(Stored data entries)

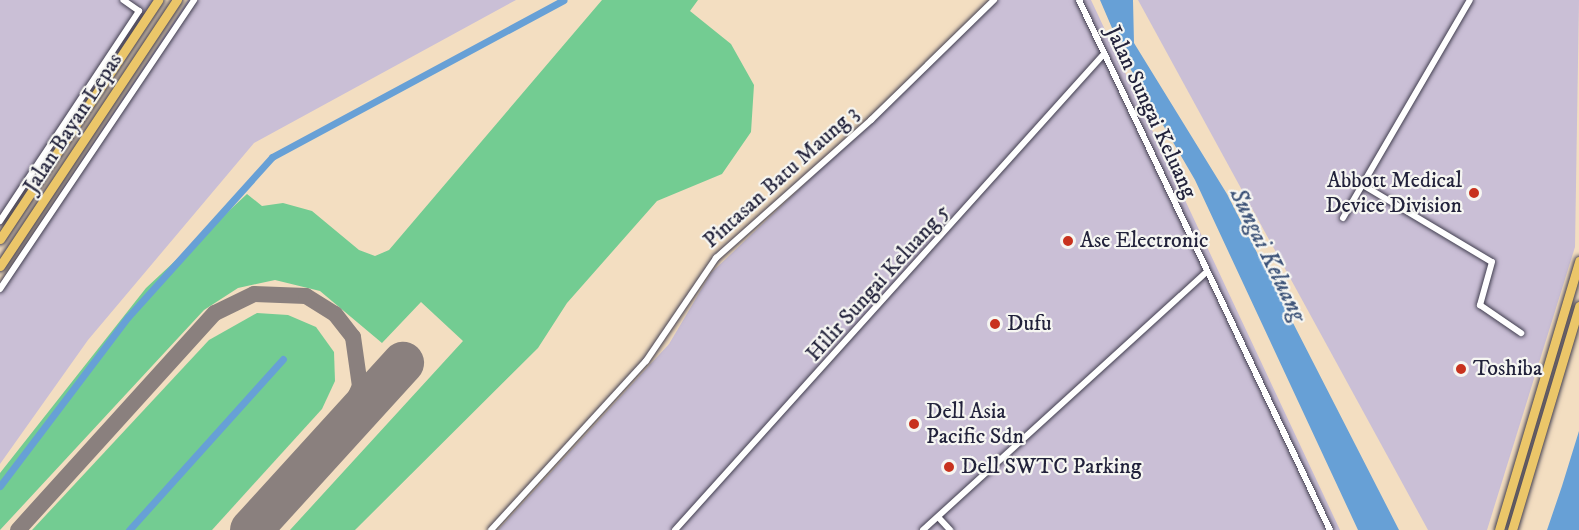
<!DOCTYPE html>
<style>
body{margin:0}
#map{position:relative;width:1579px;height:530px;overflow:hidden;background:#f3dec1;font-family:"IM FELL DW Pica",serif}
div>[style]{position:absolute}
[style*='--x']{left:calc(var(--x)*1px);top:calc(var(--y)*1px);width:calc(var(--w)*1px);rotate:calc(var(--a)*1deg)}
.industrial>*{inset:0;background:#cabfd6}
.green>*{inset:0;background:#73cc92}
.water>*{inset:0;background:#67a0d6}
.canal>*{height:7px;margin:-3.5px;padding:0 3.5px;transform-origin:3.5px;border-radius:3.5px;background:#67a0d6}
.taxiway>*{height:16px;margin:-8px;padding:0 8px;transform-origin:8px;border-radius:8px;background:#8a807e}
.runway>*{height:42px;margin:-21px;padding:0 21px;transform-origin:21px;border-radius:21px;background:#8a807e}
.roads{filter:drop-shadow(0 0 2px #413e4f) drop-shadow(0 0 2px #413e4f)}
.minor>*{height:6px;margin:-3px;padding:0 3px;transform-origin:3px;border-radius:3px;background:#fff}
.highway>*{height:9px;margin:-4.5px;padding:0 4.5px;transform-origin:4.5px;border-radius:4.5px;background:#ebc669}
.dots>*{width:16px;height:16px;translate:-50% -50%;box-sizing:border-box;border:3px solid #f6f6f2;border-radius:50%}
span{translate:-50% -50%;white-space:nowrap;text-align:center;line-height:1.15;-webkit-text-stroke:4.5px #f6f6f2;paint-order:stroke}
.street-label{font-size:22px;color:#22223b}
.poi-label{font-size:22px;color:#22223b}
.right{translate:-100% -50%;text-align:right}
.left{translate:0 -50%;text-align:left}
.water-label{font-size:24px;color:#3e5479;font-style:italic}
</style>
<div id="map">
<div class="industrial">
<i style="clip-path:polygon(0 0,154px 0,0 227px)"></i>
<i style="clip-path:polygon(188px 0,516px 0,254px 143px,88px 340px,0 464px,0 283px)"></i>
<i style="clip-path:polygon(998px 0,1091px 0,1340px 530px,498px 530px,669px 344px,711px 273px)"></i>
<i style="clip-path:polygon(1138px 0,1579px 0,1575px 247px,1487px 530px,1428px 530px)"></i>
</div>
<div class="green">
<i style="clip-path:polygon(602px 0,698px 0,690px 11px,731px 44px,754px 85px,751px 132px,722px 174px,657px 201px,567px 303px,538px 348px,355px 530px,290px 530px,463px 341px,421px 302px,382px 343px,320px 291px,275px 280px,238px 288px,204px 310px,0 530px,0 473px,146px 288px,247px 194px,262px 206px,283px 203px,312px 211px,359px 250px,375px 256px,389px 250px)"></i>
<i style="clip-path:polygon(257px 313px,288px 315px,316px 327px,334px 352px,335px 381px,322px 409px,212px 530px,32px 530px,209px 340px)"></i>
</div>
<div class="water">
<i style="clip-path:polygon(1100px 0,1133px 0,1134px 43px,1227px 194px,1399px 530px,1358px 530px,1195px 180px,1127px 63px)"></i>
<i style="clip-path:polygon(1579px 431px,1579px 530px,1547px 530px,1562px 486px)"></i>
</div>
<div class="canal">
<i style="--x:0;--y:486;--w:212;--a:-52.9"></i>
<i style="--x:128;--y:317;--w:215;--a:-48"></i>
<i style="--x:272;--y:157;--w:331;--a:-28.3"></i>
<i style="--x:129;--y:530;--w:230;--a:-48"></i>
</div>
<div class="taxiway">
<i style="--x:18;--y:530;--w:293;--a:-47.8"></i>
<i style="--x:215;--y:313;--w:43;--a:-26"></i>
<i style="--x:254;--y:294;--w:52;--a:2.2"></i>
<i style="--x:306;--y:296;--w:34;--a:32"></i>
<i style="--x:335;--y:314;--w:29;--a:52"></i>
<i style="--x:353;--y:337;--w:49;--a:81.9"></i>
<i style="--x:360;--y:386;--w:55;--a:114.7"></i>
</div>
<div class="runway">
<i style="--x:251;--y:530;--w:226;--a:-47.7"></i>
</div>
<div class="roads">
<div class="minor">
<i style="--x:1079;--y:0;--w:586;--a:64.66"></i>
<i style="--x:1361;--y:184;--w:152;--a:30.8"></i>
<i style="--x:1492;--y:262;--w:45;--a:105.6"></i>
<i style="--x:1480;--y:305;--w:50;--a:34.3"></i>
<i style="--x:1343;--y:218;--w:252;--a:-59.8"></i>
<i style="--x:0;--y:221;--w:252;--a:-56.5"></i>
<i style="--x:139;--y:11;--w:19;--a:-145"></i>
<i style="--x:0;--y:289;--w:348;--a:-56.1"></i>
<i style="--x:938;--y:517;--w:18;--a:47"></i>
<i style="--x:491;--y:530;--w:229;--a:-47.5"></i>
<i style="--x:646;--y:361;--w:125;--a:-55.8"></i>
<i style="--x:716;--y:258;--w:208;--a:-41.7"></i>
<i style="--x:871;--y:120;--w:172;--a:-44.3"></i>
<i style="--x:675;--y:530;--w:639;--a:-47.98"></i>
<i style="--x:923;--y:530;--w:384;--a:-42.3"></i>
</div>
<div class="highway">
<i style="--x:0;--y:239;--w:287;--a:-56.5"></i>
<i style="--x:0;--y:266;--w:320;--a:-56.4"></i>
<i style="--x:1499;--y:530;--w:281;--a:-73.4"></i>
<i style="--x:1512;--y:530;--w:234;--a:-73.3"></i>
</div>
</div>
<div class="dots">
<i style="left:1474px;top:193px;background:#c8321e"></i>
<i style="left:1068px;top:241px;background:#c8321e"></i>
<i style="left:995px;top:324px;background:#c8321e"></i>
<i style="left:1461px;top:369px;background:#c8321e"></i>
<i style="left:914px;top:424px;background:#c8321e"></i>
<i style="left:949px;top:467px;background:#c8321e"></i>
</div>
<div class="street-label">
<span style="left:1151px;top:112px;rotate:65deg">Jalan Sungai Keluang</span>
<span style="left:73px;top:123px;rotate:-57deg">Jalan Bayan Lepas</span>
<span style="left:781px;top:177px;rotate:-42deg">Pintasan Batu Maung 3</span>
<span style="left:878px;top:283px;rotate:-48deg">Hilir Sungai Keluang 5</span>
</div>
<div class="poi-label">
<span class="right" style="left:1462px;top:193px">Abbott Medical<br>Device Division</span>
<span class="left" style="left:1080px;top:241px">Ase Electronic</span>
<span class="left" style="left:1007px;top:324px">Dufu</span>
<span class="left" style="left:1473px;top:369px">Toshiba</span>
<span class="left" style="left:926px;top:424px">Dell Asia<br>Pacific Sdn</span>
<span class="left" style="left:961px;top:467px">Dell SWTC Parking</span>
</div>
<div class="water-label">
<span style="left:1267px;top:255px;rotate:64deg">Sungai Keluang</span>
</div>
</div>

▸ **Task to carry out**
Only the lines that contain the string "inset" are to be copied from the records.

▸ **Written answer**
.industrial>*{inset:0;background:#cabfd6}
.green>*{inset:0;background:#73cc92}
.water>*{inset:0;background:#67a0d6}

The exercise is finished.